In the field of managing/teaching children with autism there are several schools of thought, some of which overlap.  Here is a short list:-
1.    Applied Behavioural Analysis (ABA) / Lovaas / Verbal Behaviour (VB)
2.    Floor time / Greenspan
3.    Hannen
4.    Occupational Therapy (OT)
5.    Picture Exchange Communication System (PECS)
6.    Speech  & language Therapy (SLT)
7.    Structure, Positive, Empathy, Low arousal, Links (SPELL)
8.    TEACCH
It is striking is that in many cases a professional specialized in one of these areas will not even want to discuss there being any merit whatsoever in the others.  As with religion, if you advocate a mix and match approach, rather than accept a one size fits all approach you will be consigned to purgatory or even hell.
When it comes to the field of Complementary and Alternative Medicine (CAM) the religious fervour grows even stronger and science goes completely out of the window.

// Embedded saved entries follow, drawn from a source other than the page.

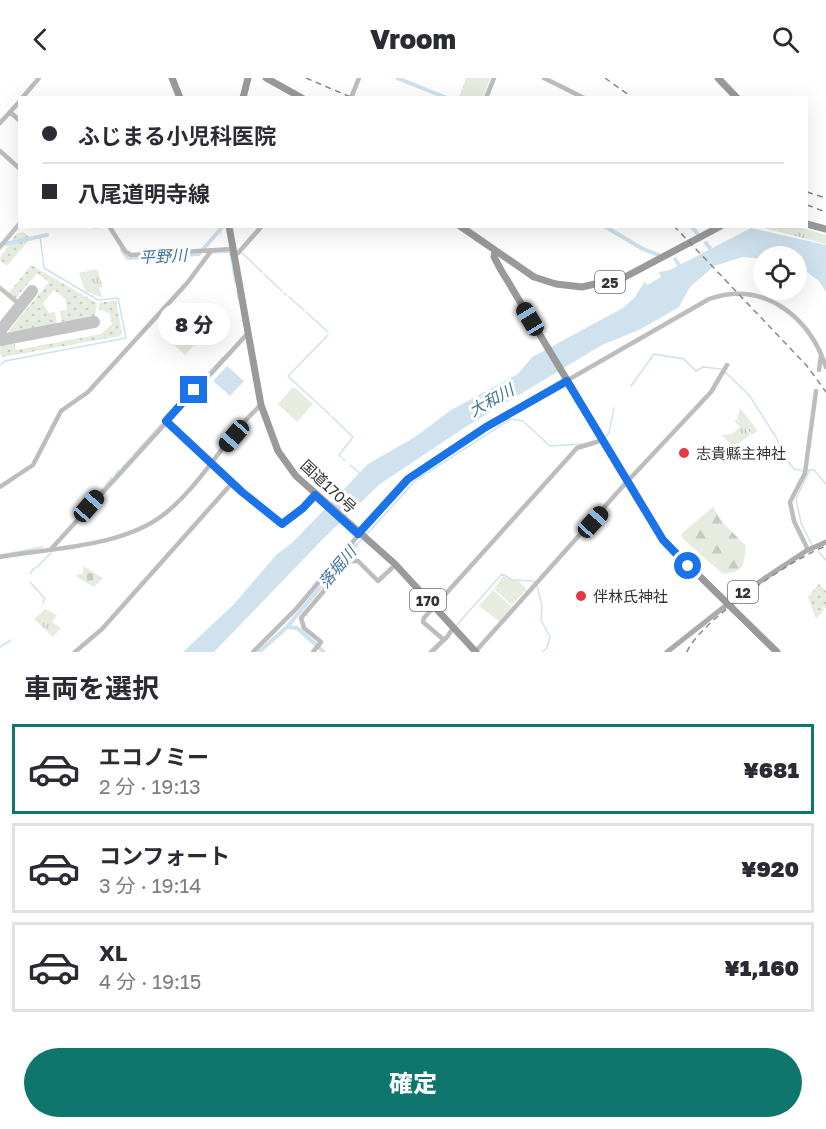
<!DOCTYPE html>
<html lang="ja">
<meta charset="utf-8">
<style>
body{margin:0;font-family:"Golos Text","Noto Sans JP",sans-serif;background:#f2f2f3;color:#2b2b33;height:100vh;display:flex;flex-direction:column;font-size:22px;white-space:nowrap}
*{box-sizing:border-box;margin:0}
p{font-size:20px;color:#7c7c81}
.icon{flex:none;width:33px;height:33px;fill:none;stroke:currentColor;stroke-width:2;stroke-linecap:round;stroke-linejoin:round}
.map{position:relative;height:574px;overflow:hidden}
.side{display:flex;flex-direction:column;background:#fff;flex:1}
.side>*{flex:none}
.guide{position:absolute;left:18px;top:18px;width:790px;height:132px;border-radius:0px;box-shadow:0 6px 24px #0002;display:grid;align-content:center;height:132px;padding:0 24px;background:#fff}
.controls{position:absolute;left:753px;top:168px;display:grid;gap:12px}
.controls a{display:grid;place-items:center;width:54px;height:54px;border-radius:50%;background:#fff;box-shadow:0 6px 24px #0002;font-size:30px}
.end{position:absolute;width:27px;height:27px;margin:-14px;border:8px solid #1a73e8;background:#fff;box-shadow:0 0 0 3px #fff}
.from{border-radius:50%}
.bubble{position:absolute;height:42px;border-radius:21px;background:#fff;box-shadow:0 6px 24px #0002;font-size:20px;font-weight:800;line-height:42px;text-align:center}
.car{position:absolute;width:18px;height:36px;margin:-18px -9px;border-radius:8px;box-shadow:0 0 4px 2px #0007;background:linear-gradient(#222 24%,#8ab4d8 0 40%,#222 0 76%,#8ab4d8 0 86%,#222 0)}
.guide b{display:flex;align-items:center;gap:21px;height:57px;font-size:22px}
.guide b+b{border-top:2px solid #e1e1e2}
.guide i{width:15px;height:15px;background:#2b2b33}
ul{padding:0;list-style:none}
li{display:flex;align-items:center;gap:18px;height:90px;margin:0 12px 9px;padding:0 12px;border:3px solid #e1e1e2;border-radius:0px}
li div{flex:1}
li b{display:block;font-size:22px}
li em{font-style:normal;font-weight:800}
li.active{border-color:#0f766e}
li>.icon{width:54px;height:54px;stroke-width:1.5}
h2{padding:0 24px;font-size:27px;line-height:72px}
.primary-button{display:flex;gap:12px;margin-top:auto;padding:12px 24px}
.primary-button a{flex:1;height:69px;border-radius:36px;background:#0f766e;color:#fff;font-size:24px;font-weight:800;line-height:69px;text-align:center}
header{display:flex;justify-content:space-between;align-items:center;height:78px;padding:0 24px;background:#fff;font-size:27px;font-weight:800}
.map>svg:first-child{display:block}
</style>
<header><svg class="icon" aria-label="back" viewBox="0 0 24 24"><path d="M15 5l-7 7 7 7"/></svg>Vroom<svg class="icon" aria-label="search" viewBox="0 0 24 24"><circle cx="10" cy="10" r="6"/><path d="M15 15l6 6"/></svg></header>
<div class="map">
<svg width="826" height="574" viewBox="0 0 826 574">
<defs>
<pattern id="grass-dots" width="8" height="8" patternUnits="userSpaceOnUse" patternTransform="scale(1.5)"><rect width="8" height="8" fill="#e6ecdf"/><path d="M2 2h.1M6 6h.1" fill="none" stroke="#c6cbc0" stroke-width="1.8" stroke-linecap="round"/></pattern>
<pattern id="forest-firs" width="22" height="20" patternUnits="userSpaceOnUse" patternTransform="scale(1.5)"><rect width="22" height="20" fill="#e6ecdf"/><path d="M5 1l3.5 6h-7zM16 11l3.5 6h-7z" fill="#c6cbc0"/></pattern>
<pattern id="cemetery-stones" width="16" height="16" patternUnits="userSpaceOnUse" patternTransform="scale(1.5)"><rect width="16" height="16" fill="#e6ecdf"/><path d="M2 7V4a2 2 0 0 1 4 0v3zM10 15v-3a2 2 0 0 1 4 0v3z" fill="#c6cbc0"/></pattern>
<pattern id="park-tufts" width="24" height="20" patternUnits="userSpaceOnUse" patternTransform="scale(1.5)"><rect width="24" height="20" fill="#e6ecdf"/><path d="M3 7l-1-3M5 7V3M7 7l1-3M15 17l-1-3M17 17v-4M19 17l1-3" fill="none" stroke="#c6cbc0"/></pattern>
</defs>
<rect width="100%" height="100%" fill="#fff"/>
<path fill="url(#grass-dots)" d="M23,154L28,157L29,162L7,188L0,182L1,178L16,156Z
M31,187L97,225L95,238L62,244L60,233L67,232L65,220L54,212L43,225L49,235L55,234L57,246L8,254L49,204L37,195L16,220L9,215Z
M116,222L122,255L120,258L3,279L0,276V267L14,264L16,272L101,256L112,246L110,236L99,231V225Z
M819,506L826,513V530L822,529L824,532L816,541L808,519Z"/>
<path fill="url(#forest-firs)" d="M713,429L723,445L746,468L743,488L735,494L723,496L683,461L681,456Z"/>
<path fill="url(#cemetery-stones)" d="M83,488L103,500L94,509L75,498L83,495Z"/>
<path fill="url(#park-tufts)" d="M760,149H799L826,157V166Z
M97,191L103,209L99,210L103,220L85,213L79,195Z
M740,330L758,353L752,357L743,347L750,357L734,369L721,357L732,356L740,349L734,343L736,341L741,345L737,341Z
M45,531L57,537L52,544L61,550L53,559L34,541Z"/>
<path fill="#e6ecdf" d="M466,0H490L483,19H459Z
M198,230L214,245L185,277L169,262Z
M292,310H295L313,326L297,344L278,326Z
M503,498L519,504L527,511L512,527L494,511Z
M493,512L512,529L499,543L479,528Z"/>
<path fill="#cfe2ee" d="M751,150L826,167V214L819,203L797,187L796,178H764L763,181L743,179L714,188L690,209L679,229L641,251L602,267L464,350L380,406L324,460L214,574H183L234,526L276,477L293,464L368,386L415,359L451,332L518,296L532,279L623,230L635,219L645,203L647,207L661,199L659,194L670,192Z
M227,288L244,303L230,318L213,303Z"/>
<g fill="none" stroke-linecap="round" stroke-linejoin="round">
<path stroke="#cfe2ee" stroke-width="1.5" d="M219,153L221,155
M241,174L262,194
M212,175L230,174L235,205
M264,196L282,213
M237,213L238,221
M284,215L286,217
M289,219L304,232
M306,234L328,254
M328,257L288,298L330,337
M0,287L5,283L126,260L118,220L98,222L44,190L40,158
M725,294L749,317L776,359L785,380L794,391L803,393
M631,308L654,276L684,281L696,293L703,289L721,291
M332,339L353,359L339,377L341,379
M605,360L609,355L614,330
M133,377L223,279
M343,381L345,382
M350,387L361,396
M122,390L131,380
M807,392H814L826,406
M809,393L796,421L801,445L812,467
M115,397L119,392
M105,408L112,399
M83,432L103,410
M76,441L81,435
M367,456L416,402L511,341L523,343L550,368L583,366
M356,467L362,461
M818,473L826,482
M0,477L43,469
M36,490L51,475
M30,496L34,490
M30,504L45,521
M537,507L542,528L541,542L550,559L547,570L542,574
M43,525L44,522
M455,549L502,496L513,502L534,503
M0,569L11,562
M435,574L439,569"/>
<path stroke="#cfe2ee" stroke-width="4" d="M397,0L447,20
M604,148L643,171L659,177
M691,148L697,155
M96,149L98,148
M706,165L712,173
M0,167L47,157
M122,172L128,180L199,176L223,148
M675,181L681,190
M288,549L297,550L324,574
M259,574L287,549L356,467"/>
<path stroke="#c4c4c4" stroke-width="4.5" d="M0,169L20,145
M0,210L17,224V231"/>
<path stroke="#c4c4c4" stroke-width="12" d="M0,253L32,213
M0,262L94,244"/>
<path stroke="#bdbdbd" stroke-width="4.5" d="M544,0L584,20
M22,20L39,0
M351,20L359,0
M486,20L494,0
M10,34L20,43
M0,45L20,23
M0,73L20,91
M109,148L125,173L131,177L233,171
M232,177L238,175L262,148
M819,292L821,277
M166,343L279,446H284L316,416
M0,409L33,387L61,333L88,314L188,204L211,173
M52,470L248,255
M808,472L794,443L790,424L805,395L816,313
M0,479C51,470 122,469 163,437C202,407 225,359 261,327
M444,562L423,544L424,540L577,370L603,362
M75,574L102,551L233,404
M253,574L296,531L404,403L486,349L709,221C763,202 809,238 826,289
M313,574L321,564L304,550L301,540L345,488L351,483H358L378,503L392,490
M431,574L447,559L453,550
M475,574L624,407L711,314L727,287"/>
<path stroke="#ababab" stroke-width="5" d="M667,574L738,518L806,473L826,464"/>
<path stroke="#9a9a9a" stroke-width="7" d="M172,0L180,20
M266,0L302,20
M718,0L737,20
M243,20L248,0
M807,146L826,151
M229,148L261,327L278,373L296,398L395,486L476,574
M460,148L534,199L556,206L582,209L625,199L721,148
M495,173L494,179L501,192L663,462L729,527
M733,531L777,574"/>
<path stroke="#888" stroke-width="1.5" stroke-dasharray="6 4.5" stroke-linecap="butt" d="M306,0L353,20
M605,0L633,20
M807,114L826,120
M807,127L826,134
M674,148L807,288L826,314
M687,574C698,544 795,479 826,468"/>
<path stroke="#9a9a9a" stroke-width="7" d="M729,527L733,531"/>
</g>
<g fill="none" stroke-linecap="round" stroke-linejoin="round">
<path stroke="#1a73e8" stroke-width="8" d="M194,312L166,343L242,414L282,446L303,430L315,417L358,456L408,401L486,349L567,303L663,462L688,488"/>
</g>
<g fill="#e63946" stroke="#fff" stroke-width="2">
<circle cx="684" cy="375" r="6"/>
<circle cx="581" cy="518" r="6"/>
</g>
<g text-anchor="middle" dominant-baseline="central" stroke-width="6" stroke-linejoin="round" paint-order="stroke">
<g fill="#fff" stroke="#707070" stroke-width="1.5">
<rect x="595" y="193" width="30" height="22" rx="4.5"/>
<rect x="728" y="503" width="30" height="22" rx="4.5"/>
<rect x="410" y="511" width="36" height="22" rx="4.5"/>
</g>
<g font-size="14" font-weight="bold" fill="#333">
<text x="610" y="204">25</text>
<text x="743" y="514">12</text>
<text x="428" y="522">170</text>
</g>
<g font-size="15" fill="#333" stroke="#fff" text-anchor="start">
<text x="696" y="375">志貴縣主神社</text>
<text x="593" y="518">伴林氏神社</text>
</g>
<g font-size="15" fill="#333" stroke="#fff">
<text transform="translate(329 408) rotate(43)">国道170号</text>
</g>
<g font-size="16" font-style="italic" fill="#3f7597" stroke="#fff">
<text transform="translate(163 178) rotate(-3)">平野川</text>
<text transform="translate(491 322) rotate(-29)">大和川</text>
<text transform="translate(337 489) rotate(-50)">落堀川</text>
</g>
</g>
</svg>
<div class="controls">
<a><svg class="icon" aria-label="locate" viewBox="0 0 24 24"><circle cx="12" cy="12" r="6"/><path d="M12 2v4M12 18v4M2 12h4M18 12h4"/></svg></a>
</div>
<i class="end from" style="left:688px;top:488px"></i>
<i class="end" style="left:194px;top:312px"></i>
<div class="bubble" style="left:158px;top:225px;width:72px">8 分</div>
<i class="car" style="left:530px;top:241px;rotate:329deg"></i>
<i class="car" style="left:234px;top:358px;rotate:221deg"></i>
<i class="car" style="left:89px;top:428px;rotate:41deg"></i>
<i class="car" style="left:593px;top:444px;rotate:42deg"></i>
<div class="guide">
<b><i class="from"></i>ふじまる小児科医院</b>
<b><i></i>八尾道明寺線</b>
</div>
</div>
<section class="side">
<h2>車両を選択</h2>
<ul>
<li class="active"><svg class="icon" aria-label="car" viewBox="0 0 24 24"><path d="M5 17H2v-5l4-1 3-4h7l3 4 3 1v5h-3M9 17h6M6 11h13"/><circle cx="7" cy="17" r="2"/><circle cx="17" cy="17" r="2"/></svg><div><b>エコノミー</b><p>2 分 · 19:13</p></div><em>¥681</em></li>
<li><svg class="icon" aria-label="car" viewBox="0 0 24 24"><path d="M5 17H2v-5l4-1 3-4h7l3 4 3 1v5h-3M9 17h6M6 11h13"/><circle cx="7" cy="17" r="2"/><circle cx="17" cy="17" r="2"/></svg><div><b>コンフォート</b><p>3 分 · 19:14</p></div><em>¥920</em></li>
<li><svg class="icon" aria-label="car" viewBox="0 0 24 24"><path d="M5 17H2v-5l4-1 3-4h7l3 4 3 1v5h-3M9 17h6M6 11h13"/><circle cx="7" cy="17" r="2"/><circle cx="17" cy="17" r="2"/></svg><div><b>XL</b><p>4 分 · 19:15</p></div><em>¥1,160</em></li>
</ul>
<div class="primary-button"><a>確定</a></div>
</section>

 From my own biased experience of behavioural intereventions, here is what matters:-
·         Earliest possible start of intervention
·         Consistency 24/7 among care givers / therapists
·        Superhuman effort to provide near constant, stimulating, one-to-one contact during waking   hours for as a many years as it takes
I looked into all methods and found that the choice of ABA/ VB was a no brainer.  VB is just an approach within ABA that prioritizes speech.  PECS is a communication system for non-verbal kids, that is based on the principals of ABA.   Before the child is verbal, Hannen and Floor time are very useful approaches to encourage interaction. SPELL and TEACCH have lots of good methods highlighting the need to have structure, employ visual cues etc.  If the speech therapist (SLT) can teach you and your non-verbal child PECS that would be great.  Motor skills and play skills are a key part of an ABA/VB programme; they are also part of Occupational Therapy.  The OT therapist is probably using ABA without even knowing it.